Mit 15 überlegte ich, wie ich an Mike D herankommen könnte. Ich stellte mir vor, Käfigtänzerin in seiner Band, den Beastie Boys, zu werden. Im Fernsehen, in der Musiksendung Formel Eins, sah ich ihre Videos, darin tanzten Mädchen in einem Käfig, der über der Bühne hing. Sie trugen Bikinis, machten einfache Bewegungen, wie Gogo-Tänzerinnen. Nichts Kompliziertes. Das würde ich schaffen. Ich hätte den ganzen Tag über Mike und seinen Bandkollegen schweben können. Die Beastie Boys waren damals, ab Mitte der Achtzigerjahre, eine Offenbarung.
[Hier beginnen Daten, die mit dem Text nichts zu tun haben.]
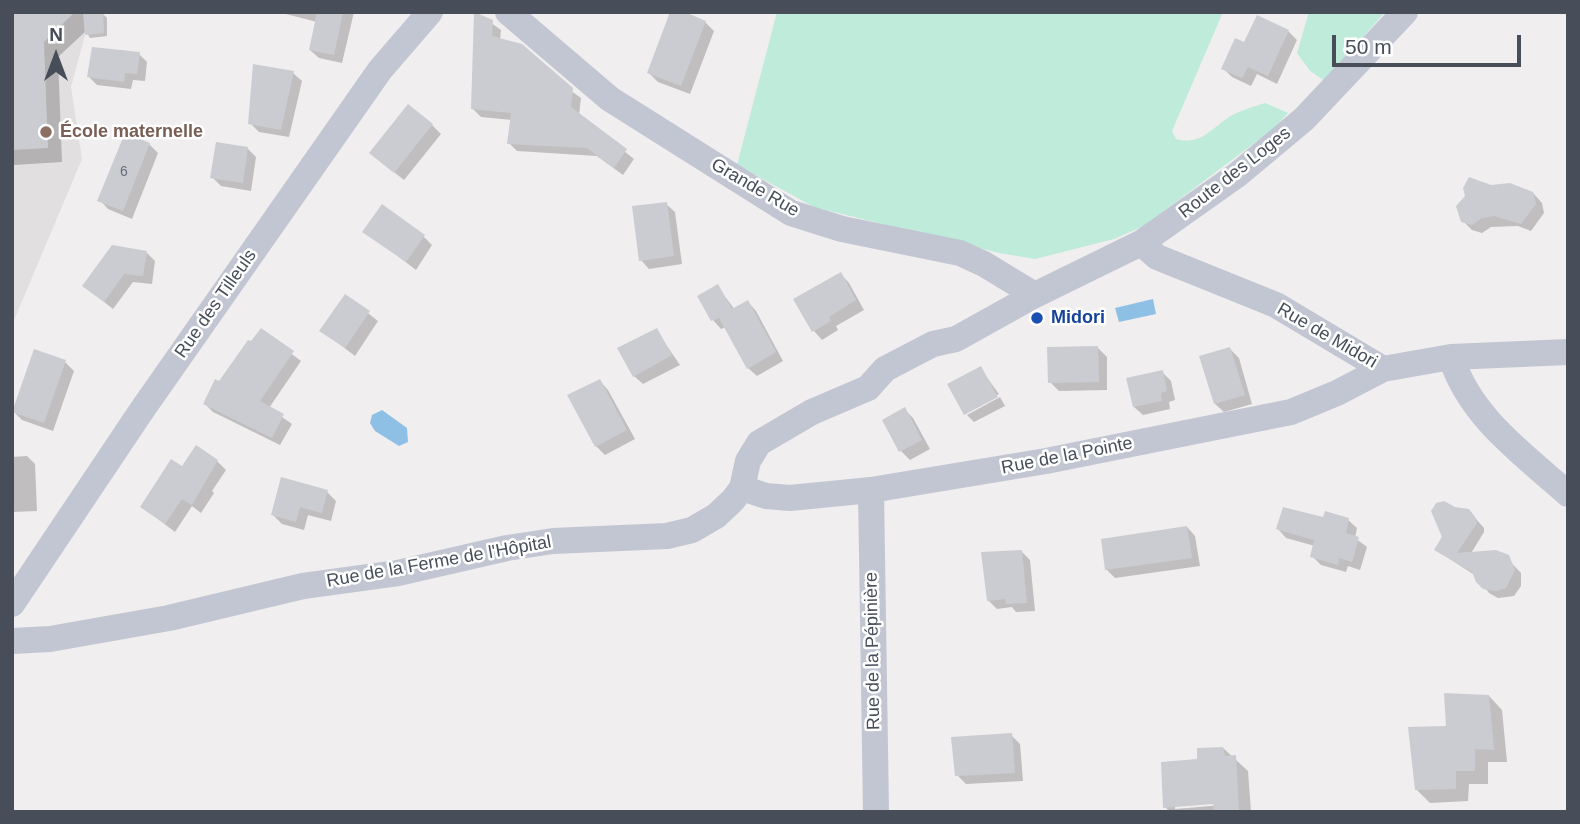 <!DOCTYPE html>
<html>
<head>
<meta charset="utf-8">
<style>
	body { margin:0 }
	#map { position:relative; width:1580px; height:824px; overflow:hidden; background:#f0eeee; font-family:Helvetica,sans-serif }
	canvas { display:block }
	.frame { position:absolute; inset:0; border:14px solid #474d59; pointer-events:none }
	.north { position:absolute; left:21px; top:21px; width:70px; height:70px; -webkit-text-stroke:5px #fff; paint-order:stroke; rotate:0deg; font-size:19px; font-weight:700; line-height:28px; text-align:center; color:#474d59 }
	.north::after { content:''; display:block; margin:auto; width:24px; height:32px; background:#474d59; clip-path:polygon(50% 0,100% 100%,50% 72%,0 100%) }
	.scale { position:absolute; left:1332px; top:35px; width:189px; height:32px; box-sizing:border-box; border:4px solid #474d59; border-top:0; padding-left:9px; font-size:21px; line-height:24px; white-space:nowrap; color:#474d59; -webkit-text-stroke:5px #fff; paint-order:stroke }
</style>
</head>
<body>
<div id="map">
<canvas width="1580" height="824"></canvas>
<div class="frame"></div>
<div class="north">N</div>
<div class="scale">50 m</div>
</div>
<script>
const c = document.querySelector('canvas').getContext('2d');
c.lineJoin = 'round';
function fill(path, color) { c.fillStyle = color; c.fill(path, 'evenodd'); }
function strokePath(path, color, width, dash) { c.strokeStyle = color; c.lineWidth = width; c.lineCap = dash ? 'butt' : 'round'; c.setLineDash(dash || []); c.stroke(path); }
function drawText(font, color, halo, rows, align = 'center') {
  c.font = font + ' Helvetica,sans-serif'; c.lineWidth = 5; c.setLineDash([]); c.textBaseline = 'middle'; c.strokeStyle = halo; c.fillStyle = color; for (const [text, x, y, turn = 0] of rows) {
    c.save(); c.translate(x, y); c.rotate((+turn || 0) * Math.PI / 180); c.textAlign = isNaN(turn) ? turn : align; if (halo) c.strokeText(text, 0, 0); c.fillText(text, 0, 0); c.restore();
  }
}
const education = new Path2D(`
	M12 12H83L85 35 71 87 82 159 12 325Z`);
const green = new Path2D(`
	M777 12H1223L1172 131 1176 139C1200 146 1211 129 1229 117 1239 111 1253 107 1265 103L1288 113 1273 129 1144 226 1114 239 1035 259 999 253 814 207 737 165Z
	M1309 12H1385L1325 81 1310 71 1297 53Z`);
const water = new Path2D(`
	M1153 299 1156 314 1119 322 1115 308Z
	M382 410 407 428 408 442 399 446 375 431 370 423 372 415Z`);
const shadow = new Path2D(`
	M12 12 103 14 107 18V36L90 38 86 31 58 57 62 162 14 165 12 176Z
	M278 12H354L342 63 319 58 310 50 317 22Z
	M476 12 501 30 500 40 581 98 579 115 634 159 623 175 597 156 517 151 509 143 512 120 481 117 473 109Z
	M705 22 714 31 690 94 658 82 649 73Z
	M1288 31 1297 40 1277 84 1257 74 1251 86 1232 77 1223 68 1245 44Z
	M139 54 147 62 145 81 133 80 131 89 97 85 89 77Z
	M293 73 302 81 289 137 259 132 250 123Z
	M432 125 441 134 404 180 380 161Z
	M126 136 149 144 158 153 132 219 108 209 100 200Z
	M247 148 256 157 251 191 221 186 212 177Z
	M1491 186 1533 193 1542 203 1544 213 1531 231 1518 226 1491 227 1482 233 1472 230 1463 221Z
	M666 204 675 212 682 264 649 269 641 260Z
	M365 231 424 237 432 245 416 270Z
	M147 253 155 261 152 284 133 282 113 309 84 286Z
	M841 274 849 283 864 310 836 326 838 330 822 340 814 331Z
	M718 287 735 310 748 302 756 311 783 361 757 376 748 368 726 327 721 329 713 320Z
	M346 296 378 321 355 356 322 331Z
	M656 330 680 365 643 384 634 376Z
	M261 331 301 361 269 408 292 424 280 445 213 412 205 404Z
	M1098 348 1107 357V390L1059 391 1050 382Z
	M1230 349 1239 358 1252 404 1224 412 1215 404Z
	M65 362 74 371 53 431 22 420 13 411Z
	M980 368 999 394 966 412Z
	M1162 372 1171 381 1175 400 1169 402 1170 409 1143 415 1134 407Z
	M600 381 608 390 635 439 605 455 596 446Z
	M1000 397 1005 406 974 422 967 415Z
	M905 410 913 418 930 449 910 460 901 451 884 421Z
	M27 456 35 464 37 511 12 512V457Z
	M217 461 226 470 212 491 214 493 201 513 192 506 175 532 142 507 183 469Z
	M327 492 336 501 331 521 308 515 304 530 282 524 273 515Z
	M1454 509 1468 510 1484 528V532L1470 555 1502 553 1521 573V586L1514 596 1498 598 1489 593 1476 576 1436 550Z
	M1324 519 1348 520 1357 528 1355 538 1367 547 1360 570 1348 566 1346 572 1321 565 1312 556 1315 546 1286 538 1278 529Z
	M1187 527 1195 536 1200 566 1115 578 1106 569Z
	M1021 551 1030 560 1035 611 1016 612 1012 607 997 609 988 600 983 553Z
	M1489 696 1502 710 1507 762H1488V784H1469L1468 801 1430 803 1416 789 1448 728Z
	M1011 735 1020 744 1023 781 966 784 957 775Z
	M1223 748 1248 771 1251 812H1170L1165 807 1199 760ZM1222 802V805L1175 809V805Z`);
const building = new Path2D(`
	M12 12H75L44 42 48 148 12 150Z
	M83 12H103L104 33 85 35Z
	M317 12H343L334 55 309 50Z
	M474 12 493 20 492 36 522 44 573 88 571 107 627 149 614 168 587 148 507 144 511 113 471 109Z
	M670 12H685L706 21 681 86 647 73Z
	M1257 15 1289 30 1268 76 1248 67 1242 78 1221 69 1235 38 1244 42Z
	M92 47 140 52 137 74 125 73 124 82 87 77Z
	M253 64 294 71 281 130 248 124Z
	M408 104 433 124 394 173 369 153Z
	M125 133 150 143 123 211 97 201Z
	M216 142 248 147 243 183 210 178Z
	M1469 177 1491 185 1510 183 1533 192 1536 204 1521 224 1494 216 1482 218 1472 225 1461 222 1456 206 1465 196 1463 188Z
	M667 202 674 256 639 261 632 206Z
	M382 204 425 235 406 262 362 232Z
	M112 245 147 251 143 276 124 274 104 302 82 286Z
	M841 272 856 300 829 317 831 321 812 332 793 299Z
	M718 284 732 309 748 300 776 352 747 369 719 318 711 321 697 296Z
	M345 294 370 311 345 348 319 331Z
	M261 328 294 351 260 401 284 414 272 438 203 404 215 379 219 381 248 340 251 341Z
	M657 328 672 355 633 377 617 348Z
	M1098 346 1099 382 1048 383 1047 347Z
	M1230 347 1245 395 1214 404 1199 356Z
	M34 349 66 360 44 423 12 412Z
	M981 366 998 397 964 415 947 384Z
	M1163 370 1167 391 1161 393 1162 401 1133 407 1126 378Z
	M600 379 627 430 595 447 567 395Z
	M905 407 922 440 899 452 882 420Z
	M196 445 218 460 192 505 182 499 165 524 140 507 171 459 182 466Z
	M281 477 328 490 322 513 300 507 296 522 271 515Z
	M1444 501 1455 507 1469 509 1476 518 1477 523 1457 553 1496 550 1509 555 1515 570 1506 588 1496 591 1483 589 1476 582 1472 572 1434 550 1442 537 1431 511 1436 503Z
	M1283 507 1323 517 1325 511 1349 518 1346 533 1359 537 1352 562 1339 558 1338 565 1310 557 1314 540 1276 529Z
	M1187 526 1192 558 1105 570 1101 539Z
	M1022 550 1027 603 1006 604 1005 599 987 601 981 552Z
	M1444 693 1489 695 1494 750 1475 749V771H1456V789L1415 790 1408 727 1446 726Z
	M1012 733 1015 773 955 776 951 737Z
	M1223 747 1225 756 1236 755 1239 812H1214L1213 804 1163 808 1161 762 1197 759V748Z`);
const minor = new Path2D(`
	M508 12 610 99 791 213 842 229 960 253 984 264 1035 295
	M1141 243 1157 257 1276 305 1383 369 1451 357 1568 352
	M1451 357C1470 417 1522 453 1568 494
	M742 488 766 496 790 498 871 490 1046 461 1291 412 1337 393 1383 369
	M871 490 876 812
	M12 604 142 410 380 70 430 12
	M12 641 50 639 169 618 303 586 398 573 507 548 553 541 667 536 692 530 716 516 733 500 742 488 748 461 759 443 812 412 868 388 885 369 933 344 956 339 1035 295 1141 243 1237 175 1304 119 1405 12`);
const markers = [
	[46,132,7,"#8d6e63"],
	[1037,318,7,"#1a4fb4"]
];
const numberNames = [
	["6",124,172]
];
const educationNames = [
	["École maternelle",60,132]
];
const streetNames = [
	["Route des Loges",1235,173,-38],
	["Grande Rue",755,188,30],
	["Rue des Tilleuls",216,304,-55],
	["Rue de Midori",1327,336,30],
	["Rue de la Pointe",1067,456,-11],
	["Rue de la Ferme de l'Hôpital",439,562,-10],
	["Rue de la Pépinière",873,651,-91]
];
const transitNames = [
	["Midori",1051,318]
];
fill(education, '#e1dfdf');
fill(green, '#beebda');
fill(water, '#8ec0e5');
fill(shadow, '#0003');
fill(building, '#cbccd2');
strokePath(minor, '#c2c6d2', 26);
for (const [x, y, r, color] of markers) { const dot = new Path2D(); dot.arc(x, y, r, 0, 2 * Math.PI); c.fillStyle = color; c.fill(dot); strokePath(dot, '#fff', 2.5); }
drawText('14px', '#686d77', null, numberNames);
drawText('bold 18px', '#785e54', '#fff', educationNames, 'left');
drawText('18px', '#474d59', '#fff', streetNames);
drawText('bold 18px', '#164399', '#fff', transitNames, 'left');
</script>
</body>
</html>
Drei Jungs aus New York, die You Gotta Fight For Your Right To Party forderten und den Hip-Hop revolutionierten. Ihre Musik, ihre Albernheit, ihr ganzes Zirkusgehabe standen für großes Glück. Fand ich. Beim Anhören von No Sleep Till Brooklyn zum Beispiel ging es nicht nur um Musik. Es ging um ein Gefühl, wie frisch verliebt zu sein.

Da war der hübsche Adam Yauch, der Chefdenker der Beastie Boys. Dann Adam Horovitz, der Witzbold, mit dem Humor von Dieter Hallervorden, nichts für mich. Ich liebte Mike D, Michael Diamond, der aussah wie der junge Rudi Carrell. Der mit der Krähstimme und den meisten VW-Logo-Ketten um den Hals. Der auf der Bühne zu hoch sprang und auf der Bierlache ausrutschte, die Adam Yauch regelmäßig für ihn hinschüttete. Mike, der eine Zeit lang gelbe, raspelkurze Haare trug, passend zu seiner schlechten Haut, vermutlich von zu viel Ecstasy. Dazu seine irren Augen. Doch Mike war eben nicht bloß irre, sondern auch der Anwalt der Beastie Boys. Wenn die anderen beiden mal wieder für Randale sorgten, Bierdosen ins Publikum warfen oder in Interviews provozierten, was das Zeug hielt, rückte er alles wieder gerade, erklärte, kommentierte. So schlimm sei das doch alles nicht, sie seien bloß die Beastie Boys. Mike D entschärfte Konflikte in Sekunden. Er war genauso verrückt, so merkwürdig wie seine Kumpels, aber kontrolliert. Das fand ich sehr attraktiv. Ich weiß nur nicht, ob ich in Mike D verliebt war, bloß mit ihm schlafen oder genauso sein wollte wie er.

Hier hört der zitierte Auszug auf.